[Task item]
Write only the number of lines in the data that include the word "큰상재미길".

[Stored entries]
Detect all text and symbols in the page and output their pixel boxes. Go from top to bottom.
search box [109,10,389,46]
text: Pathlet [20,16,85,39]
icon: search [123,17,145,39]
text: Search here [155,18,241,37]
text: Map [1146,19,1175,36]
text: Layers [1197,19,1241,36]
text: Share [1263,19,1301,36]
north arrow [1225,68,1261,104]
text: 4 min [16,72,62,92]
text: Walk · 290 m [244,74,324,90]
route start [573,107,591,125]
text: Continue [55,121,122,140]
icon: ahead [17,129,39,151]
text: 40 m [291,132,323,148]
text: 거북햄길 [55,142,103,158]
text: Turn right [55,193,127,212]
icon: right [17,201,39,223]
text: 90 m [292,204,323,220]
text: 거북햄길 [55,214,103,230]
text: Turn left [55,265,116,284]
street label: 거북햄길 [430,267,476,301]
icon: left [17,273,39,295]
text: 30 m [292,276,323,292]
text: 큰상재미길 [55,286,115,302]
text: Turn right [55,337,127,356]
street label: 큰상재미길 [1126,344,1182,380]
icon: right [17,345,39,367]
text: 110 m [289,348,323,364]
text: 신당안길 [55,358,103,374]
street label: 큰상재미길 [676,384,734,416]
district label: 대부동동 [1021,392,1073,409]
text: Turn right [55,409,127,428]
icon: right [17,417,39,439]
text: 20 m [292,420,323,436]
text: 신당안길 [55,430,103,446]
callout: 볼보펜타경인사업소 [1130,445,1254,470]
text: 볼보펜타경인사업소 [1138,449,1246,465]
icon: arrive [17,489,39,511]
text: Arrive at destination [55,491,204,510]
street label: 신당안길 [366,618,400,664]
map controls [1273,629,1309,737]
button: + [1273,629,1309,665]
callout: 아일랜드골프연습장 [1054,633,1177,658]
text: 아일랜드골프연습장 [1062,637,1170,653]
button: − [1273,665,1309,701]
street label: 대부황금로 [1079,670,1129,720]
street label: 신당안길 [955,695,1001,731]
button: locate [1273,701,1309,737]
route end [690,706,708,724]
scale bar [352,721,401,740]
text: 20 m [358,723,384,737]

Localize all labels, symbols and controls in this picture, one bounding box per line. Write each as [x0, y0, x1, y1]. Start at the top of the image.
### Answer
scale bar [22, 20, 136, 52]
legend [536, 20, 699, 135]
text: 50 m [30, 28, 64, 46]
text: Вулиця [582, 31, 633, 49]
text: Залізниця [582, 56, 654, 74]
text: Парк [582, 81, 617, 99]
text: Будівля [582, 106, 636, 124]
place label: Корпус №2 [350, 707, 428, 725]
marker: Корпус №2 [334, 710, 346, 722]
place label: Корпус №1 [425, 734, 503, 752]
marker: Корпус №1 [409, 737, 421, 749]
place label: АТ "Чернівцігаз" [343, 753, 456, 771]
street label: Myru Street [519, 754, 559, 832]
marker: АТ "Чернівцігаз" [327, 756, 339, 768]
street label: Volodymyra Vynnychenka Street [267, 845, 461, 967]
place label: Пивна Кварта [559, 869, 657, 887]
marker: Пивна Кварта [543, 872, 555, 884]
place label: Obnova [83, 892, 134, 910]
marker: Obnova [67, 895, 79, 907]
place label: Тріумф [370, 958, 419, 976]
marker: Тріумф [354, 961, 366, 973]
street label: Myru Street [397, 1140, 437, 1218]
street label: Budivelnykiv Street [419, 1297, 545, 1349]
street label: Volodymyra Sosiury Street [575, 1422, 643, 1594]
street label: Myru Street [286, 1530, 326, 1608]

[Result of the task]
3